* [TASK GOAL] Every line in the records below that holds the word "canvas" is to be copied.
[[ SUPPLIED MATERIAL open ]]
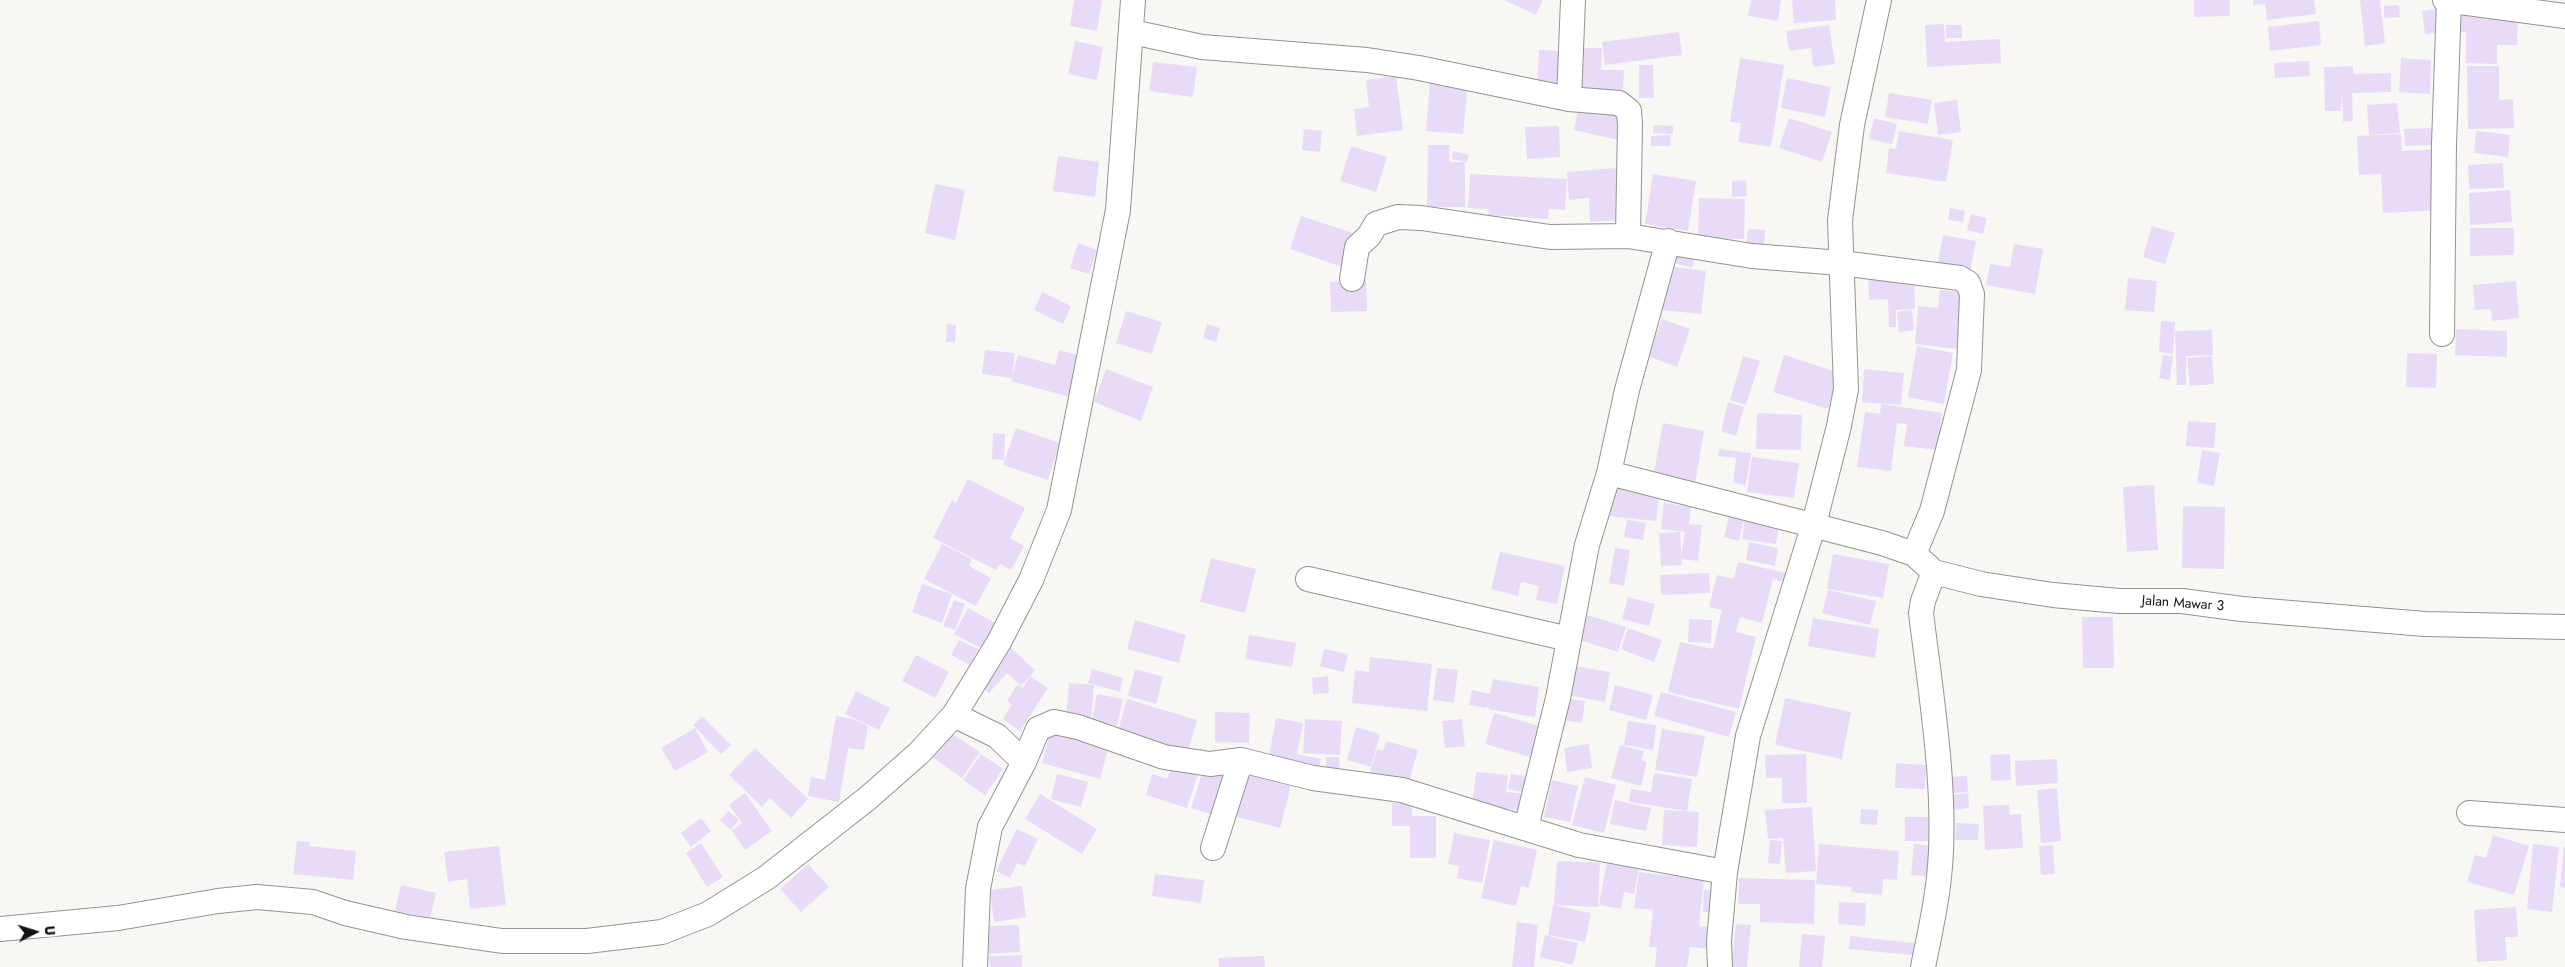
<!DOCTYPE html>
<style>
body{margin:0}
#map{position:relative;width:2565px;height:967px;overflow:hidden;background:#f9f7f4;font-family:Jost,sans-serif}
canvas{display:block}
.north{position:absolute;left:10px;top:907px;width:50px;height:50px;-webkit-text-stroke:4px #fff;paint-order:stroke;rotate:85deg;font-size:14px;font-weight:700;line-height:20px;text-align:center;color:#121110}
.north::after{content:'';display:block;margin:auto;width:18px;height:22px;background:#121110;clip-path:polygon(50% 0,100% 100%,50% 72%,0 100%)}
</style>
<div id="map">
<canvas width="2565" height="967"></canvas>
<div class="north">U</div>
</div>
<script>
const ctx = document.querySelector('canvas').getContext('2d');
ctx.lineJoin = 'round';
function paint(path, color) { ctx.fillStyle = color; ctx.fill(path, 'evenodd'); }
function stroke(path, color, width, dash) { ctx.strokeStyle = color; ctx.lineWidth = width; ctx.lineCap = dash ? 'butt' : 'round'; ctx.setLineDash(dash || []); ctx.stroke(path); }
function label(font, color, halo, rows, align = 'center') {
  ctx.font = font + ' Jost,sans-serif'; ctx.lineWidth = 5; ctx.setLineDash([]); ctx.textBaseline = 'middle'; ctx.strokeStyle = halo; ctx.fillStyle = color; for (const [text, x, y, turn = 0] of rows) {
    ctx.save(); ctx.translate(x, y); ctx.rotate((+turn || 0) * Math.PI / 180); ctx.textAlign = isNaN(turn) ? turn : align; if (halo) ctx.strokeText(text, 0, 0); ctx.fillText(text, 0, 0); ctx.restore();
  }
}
paint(new Path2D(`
 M1074,0H1102L1097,31L1070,26Z
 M1504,0H1543L1536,15Z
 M1751,0H1781L1778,21L1748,16Z
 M1792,0H1835L1836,20L1794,23Z
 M2194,0H2230V16L2194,17Z
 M2253,0H2314L2316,14L2267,20L2265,4L2253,5Z
 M2360,0H2380L2385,43L2365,46Z
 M2399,5L2400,17L2384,18V6Z
 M2436,9L2438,33L2425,34L2422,11Z
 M2460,9L2518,18L2517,45H2497V64L2466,63V32H2459Z
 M2319,21L2321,45L2270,51L2268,27Z
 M1944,24L1945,42L2000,39L2001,63L1927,67L1925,25Z
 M1829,25L1835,64L1813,67L1811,48L1789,51L1786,31Z
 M1946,25H1962V38H1946Z
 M1679,32L1682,55L1605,65L1602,42Z
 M1075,41L1103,47L1097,80L1068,74Z
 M1579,48H1602L1601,70H1624L1623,94L1579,93Z
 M1539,50L1564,51L1562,90L1537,88Z
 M1740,58L1784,65L1771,147L1738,142L1741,123L1730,122Z
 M2401,58L2431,60L2430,94L2399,92Z
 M2309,61L2310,76L2275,78L2274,63Z
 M1153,62L1197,67L1193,97L1149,91Z
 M1639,65H1653L1654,98H1639Z
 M2353,66V74L2391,73V92L2352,93L2353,121L2343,122L2342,93L2341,111H2325L2324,67Z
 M2467,66H2499V100L2513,99L2514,128L2468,129Z
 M1396,76L1403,130L1357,136L1354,109L1369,107L1366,80Z
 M1787,78L1831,87L1825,117L1781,108Z
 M1430,81L1468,84L1463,134L1426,131Z
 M1889,93L1932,100L1928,124L1885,117Z
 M1957,100L1961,132L1938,135L1934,103Z
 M2397,103L2400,133L2369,135L2367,105Z
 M1579,105L1623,115L1618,140L1574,130Z
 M1789,118L1832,132L1822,162L1779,148Z
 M1874,118L1897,124L1892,144L1869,139Z
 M1653,125L1673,126V134L1653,133Z
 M1559,126L1560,157L1527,159L1525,127Z
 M2436,128L2437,145L2405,146L2404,129Z
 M1304,129L1322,131L1320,152L1302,150Z
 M1899,131L1953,140L1946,182L1886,173L1889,148L1896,149Z
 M2476,131L2510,135L2508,157L2474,153Z
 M2401,134L2402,151L2437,149L2440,210L2383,213L2381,174L2359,175L2357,136Z
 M1670,135L1671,146H1651V136Z
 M1428,145H1450L1449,162H1465V207H1427Z
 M1351,146L1387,157L1376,192L1340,181Z
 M1453,151L1469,155L1467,162L1452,159Z
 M1058,156L1099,162L1095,197L1053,191Z
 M2503,163L2504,188L2469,189L2468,165Z
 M1616,168L1620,220L1590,222L1589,198L1569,200L1567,172Z
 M1470,174L1567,179L1565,210L1549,209L1548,219L1488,215L1489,209L1468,208Z
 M1653,174L1696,181L1688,231L1645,224Z
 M1746,180L1747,196L1732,197V181Z
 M935,184L965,190L955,240L925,233Z
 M2510,190L2512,222L2470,225L2469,193Z
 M1699,198L1745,199L1744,239L1698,238Z
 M1950,208L1965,211L1963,222L1948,220Z
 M1971,214L1987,218L1983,234L1967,230Z
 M1301,216L1353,233L1342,267L1290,249Z
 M2152,226L2175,233L2165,264L2143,257Z
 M2470,228H2514V255L2470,256Z
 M1748,229L1765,230L1764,253L1746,252Z
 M1943,235L1976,241L1970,272L1937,266Z
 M1078,243L1097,250L1089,274L1070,268Z
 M2014,244L2043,249L2035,294L1986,285L1990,264L2010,267Z
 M1676,246L1696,252L1692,268L1671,262Z
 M1668,266L1706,271L1701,314L1662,310Z
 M1868,272L1914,277L1915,309L1896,310V327H1889L1888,299L1869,300Z
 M2128,278L2157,281L2154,312L2125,310Z
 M1366,280L1367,311L1331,312L1330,282Z
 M2516,281L2519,318L2492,321L2491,309L2475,310L2473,285Z
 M1940,290L1962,292L1957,349L1915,344L1918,306L1938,308Z
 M1042,292L1071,306L1063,324L1034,310Z
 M1912,310L1914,330L1899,332L1897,312Z
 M1126,311L1162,322L1152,354L1116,343Z
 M1662,319L1690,329L1677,367L1648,356Z
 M2161,321L2175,322L2173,354L2159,352Z
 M947,324L956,325L955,342H946Z
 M1207,324L1220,328L1216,342L1203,338Z
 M2456,329L2507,331V357L2455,355Z
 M2212,330L2213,355L2186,356V385H2177L2175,331Z
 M1917,346L1953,353L1944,404L1908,397Z
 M985,350L1015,353L1012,378L982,374Z
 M1059,350L1081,356L1070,397L1011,381L1018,355L1055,365Z
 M2407,353L2437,354L2436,388L2406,387Z
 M1784,355L1840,373L1828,409L1773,392Z
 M2163,355L2173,356L2170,380L2159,378Z
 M1743,356L1760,361L1746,405L1730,400Z
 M2212,356L2214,384L2190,386L2187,358Z
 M1106,369L1153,387L1141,421L1094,402Z
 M1864,369L1904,373L1901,405L1862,402Z
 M1728,402L1744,407L1736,436L1721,431Z
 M1881,404L1942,413L1937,450L1904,446L1907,424L1897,423L1891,471L1857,467L1865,412L1880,414Z
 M1757,413L1802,415L1801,450L1756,449Z
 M2188,421L2216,423L2214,448L2186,446Z
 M1663,423L1704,431L1694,490L1652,483Z
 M1016,428L1060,443L1048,480L1003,465Z
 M993,433L1005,434L1004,460L992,459Z
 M1719,449L1751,453L1746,485L1733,483L1736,458L1718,456Z
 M2202,450L2220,453L2214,486L2197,483Z
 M1752,457L1799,463L1794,498L1747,492Z
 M968,479L1025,508L1010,538L1024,546L1011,570L1000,564L996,570L933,538L952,500L956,503Z
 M1610,483L1660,488L1656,521L1607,516Z
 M2154,485L2158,550L2127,552L2123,487Z
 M1664,503L1691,507L1689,524L1702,525L1698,561L1681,559L1685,532L1661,529Z
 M2183,506L2225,507L2224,569L2182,568Z
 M1730,511L1745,514L1739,541L1724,537Z
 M1745,518L1779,523L1776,544L1742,539Z
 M1627,520L1646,523L1643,540L1624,537Z
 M1680,532L1682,565L1661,566L1659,533Z
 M1749,542L1778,548L1775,566L1746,560Z
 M942,544L972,559L969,566L991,578L976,606L924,579Z
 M1615,548L1630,550L1624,586L1609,583Z
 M1500,552L1565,566L1557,604L1536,600L1539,586L1521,582L1518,596L1491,589Z
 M1833,554L1889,564L1883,598L1827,589Z
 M1211,558L1256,569L1245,613L1200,602Z
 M1738,562L1790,574L1788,583L1773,579L1762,623L1740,617L1736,632L1756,637L1739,709L1668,692L1680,642L1713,649L1722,610L1709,607L1717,575L1734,579Z
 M1709,573L1710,593L1661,595L1660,575Z
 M922,584L952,594L942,623L912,612Z
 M1828,590L1876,601L1870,625L1822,613Z
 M1628,597L1655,604L1649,626L1622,619Z
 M954,600L965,604L955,630L943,626Z
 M968,608L997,624L984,650L954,634Z
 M1587,615L1626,627L1618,652L1579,640Z
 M2082,617H2113L2114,668H2083Z
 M1813,618L1879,629L1875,658L1808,646Z
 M1689,619L1712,620L1711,643L1688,642Z
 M1135,620L1186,635L1179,663L1127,649Z
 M1628,628L1662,640L1654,662L1621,649Z
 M1249,635L1296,643L1292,667L1245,659Z
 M959,640L978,649L970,665L951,655Z
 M1010,647L1035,670L1021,686L1007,673L989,693L978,682Z
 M1324,649L1348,654L1344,672L1320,666Z
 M916,655L949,672L935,698L902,681Z
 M1370,657L1432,664L1427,711L1352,703L1355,670L1369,672Z
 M1568,665L1610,672L1605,702L1563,694Z
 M1437,668L1458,670L1454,703L1433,700Z
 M1092,669L1123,678L1120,692L1088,683Z
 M1135,669L1163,677L1156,704L1128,696Z
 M1030,676L1048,688L1020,731L1003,719L1012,704L1007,701L1017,685L1023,688Z
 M1328,676L1329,693L1313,694L1312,678Z
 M1493,679L1539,687L1535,717L1488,709L1489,702L1487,708L1469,705L1472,690L1490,694Z
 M1069,683L1094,685L1091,719L1066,718Z
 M1615,685L1653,695L1646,720L1609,710Z
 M856,691L890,708L879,730L845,714Z
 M1661,692L1736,712L1729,737L1654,716Z
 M1097,694L1123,699L1117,726L1092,720Z
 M1564,698L1585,701L1582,723L1561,720Z
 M1785,698L1851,712L1842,759L1775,745Z
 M1127,699L1197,720L1187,754L1117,734Z
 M1215,712L1250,713L1249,743L1215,742Z
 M1494,713L1539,726L1530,757L1485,744Z
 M702,716L731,745L721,754L693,725Z
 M836,716L853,719L868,726L864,750L848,748L839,802L808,796L811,777L825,780Z
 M1276,718L1303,723L1297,754L1321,759L1317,774L1295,770L1296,761L1269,756Z
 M1305,719L1342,721L1340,755L1303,753Z
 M1462,719L1465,746L1445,748L1442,721Z
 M1628,721L1656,725L1653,750L1624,745Z
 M1356,727L1380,734L1371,767L1347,760Z
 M695,728L708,752L675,771L661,748Z
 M1051,729L1109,745L1100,779L1042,763Z
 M1662,729L1705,736L1697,777L1655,770Z
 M949,732L980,752L962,778L932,757Z
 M1386,741L1418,750L1407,788L1369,776L1377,749L1383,751Z
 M1589,744L1592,768L1567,772L1564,748Z
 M1620,745L1644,751L1641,760L1647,762L1641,786L1611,778Z
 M755,748L808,799L791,818L770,798L762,807L729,775Z
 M981,754L1003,769L985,795L963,780Z
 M1806,754L1807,803H1782V778H1766L1765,755Z
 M2010,754L2011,780L1991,781L1990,755Z
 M1326,757H1339L1340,774H1326Z
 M2057,759L2058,783L2016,786L2015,761Z
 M1896,763L1926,765L1925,789L1895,788Z
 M1246,764L1278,772L1275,782L1291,786L1280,828L1233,816Z
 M1172,766L1198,774L1187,808L1146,795L1152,774L1167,779Z
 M1204,767L1233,776L1220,817L1191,808Z
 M1476,772L1508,775L1506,792L1526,794L1524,811L1472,805Z
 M1654,773L1692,779L1687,811L1629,802L1631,789L1651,792Z
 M1057,774L1088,782L1081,807L1051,799Z
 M1511,774L1530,777L1527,793L1508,789Z
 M1967,776L1968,792L1953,793L1952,777Z
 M1585,777L1616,785L1604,833L1572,825Z
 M1552,780L1578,786L1570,822L1544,817Z
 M2057,788L2061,841L2041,843L2037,790Z
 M745,793L772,831L745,850L732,831L742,823L729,805Z
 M1968,793L1969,808L1945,811L1943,796Z
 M1040,794L1097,829L1082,854L1025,819Z
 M1615,800L1651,808L1646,831L1610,824Z
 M1392,803H1412V816H1436V858H1410V826H1392Z
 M2009,805L2010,815L2021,814L2023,848L1985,850L1983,806Z
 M1812,807L1816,871L1786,873L1783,838L1768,839L1765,810Z
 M1861,809L1878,810L1877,825L1860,824Z
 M1664,810L1699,812L1697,847L1662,845Z
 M728,811L739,820L731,830L720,820Z
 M1905,817H1939V841H1905Z
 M701,818L711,831L691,847L681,833Z
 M1956,823L1979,824L1978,840H1955Z
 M1017,829L1038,839L1025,866L1017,863L1010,878L996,871Z
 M1454,833L1490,840L1482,883L1457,878L1459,866L1448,864Z
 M2493,835L2529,846L2514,895L2467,882L2475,855L2486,858Z
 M1494,840L1537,850L1529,888L1521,886L1516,906L1481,898Z
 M1770,840L1782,841L1780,864L1768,863Z
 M297,841L310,842L309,846L356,851L353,880L293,874Z
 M701,843L723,877L707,887L686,853Z
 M1819,844L1899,851L1897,880L1883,879L1882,895L1851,892L1852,887L1816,884Z
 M1914,844L1939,847L1937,877L1911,875Z
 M2533,844L2559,847L2552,912L2527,909Z
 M2053,845L2055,874L2041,875L2039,846Z
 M499,846L506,905L470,909L467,879L448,882L444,852Z
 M2564,846H2565V888L2560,887Z
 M1608,856L1640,862L1634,894L1624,892L1621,909L1599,905Z
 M1557,861L1600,863L1598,907L1554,905Z
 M808,864L829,887L801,912L780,889Z
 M1639,872L1704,880L1699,926L1711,928L1708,949L1690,947L1687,967H1655L1657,947H1649L1653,910L1634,908Z
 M1155,874L1204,880L1201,903L1152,896Z
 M1739,878L1815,880L1814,924L1760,922V904H1738Z
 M401,885L436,893L430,918L395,911Z
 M1022,886L1026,917L994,922L990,890Z
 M1704,890L1718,891L1716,913L1703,912Z
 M1839,902L1866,903L1865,926L1838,924Z
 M1553,905L1591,913L1585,942L1548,935Z
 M2516,907L2518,937H2505L2507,960L2477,962L2474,910Z
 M1517,922L1538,925L1534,967H1512Z
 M1736,924L1751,925L1747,967H1731Z
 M1019,925L1020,952L989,954L988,926Z
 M1802,934L1825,936L1822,967H1799Z
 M1545,935L1578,943L1573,965L1540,957Z
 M1850,936L1922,944L1921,956L1849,949Z
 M1022,955V967H990L989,956Z
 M1264,956L1265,967H1219L1218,958Z`), '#e8dbf8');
const street = new Path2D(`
 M2445,0L2565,16
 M1132,32L1202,47L1367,60L1419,68L1569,99L1619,103L1629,111L1630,124L1628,236
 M1569,99L1573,0
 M1352,279L1357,247L1369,236L1376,224L1398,217L1421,218L1550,237L1628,236L1752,256L1841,263L1960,278L1968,283L1972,294L1969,370L1932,511L1914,554
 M2442,334L2444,144L2449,1
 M1609,473L1882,543L1914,554L1934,572L1981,584L2053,595L2119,601H2182L2242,609L2425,624L2565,627
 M1308,579L1569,639
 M954,715L997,736L1024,762L1038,729L1054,722L1078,727L1164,757L1210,764L1241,760L1313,778L1402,790L1579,845L1725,872
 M2469,813L2565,820
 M1526,828L1558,698L1587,545L1609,473L1627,390L1668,241
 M1213,848L1241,760
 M0,929L118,918L218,901L257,897L313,902L345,913L406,927L502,941H587L662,932L708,914L766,878L868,798L919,753L954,715L999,642L1031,580L1059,510L1118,210L1133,0
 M975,967L978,889L990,827L1024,762
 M1720,967L1719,941L1725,872L1748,736L1814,524L1839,426L1846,389L1840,220L1852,125L1879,0
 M1923,967C1929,937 1936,907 1939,877C1948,796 1931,695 1921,613L1923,601L1934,572`);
stroke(street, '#959391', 26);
stroke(street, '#fff', 24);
label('14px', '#121110', '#fff', [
 ["Jalan Mawar 3",2183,604,4]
]);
</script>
[[ SUPPLIED MATERIAL closed ]]
* [OUTPUT OF THE EXERCISE]
canvas{display:block}
<canvas width="2565" height="967"></canvas>
const ctx = document.querySelector('canvas').getContext('2d');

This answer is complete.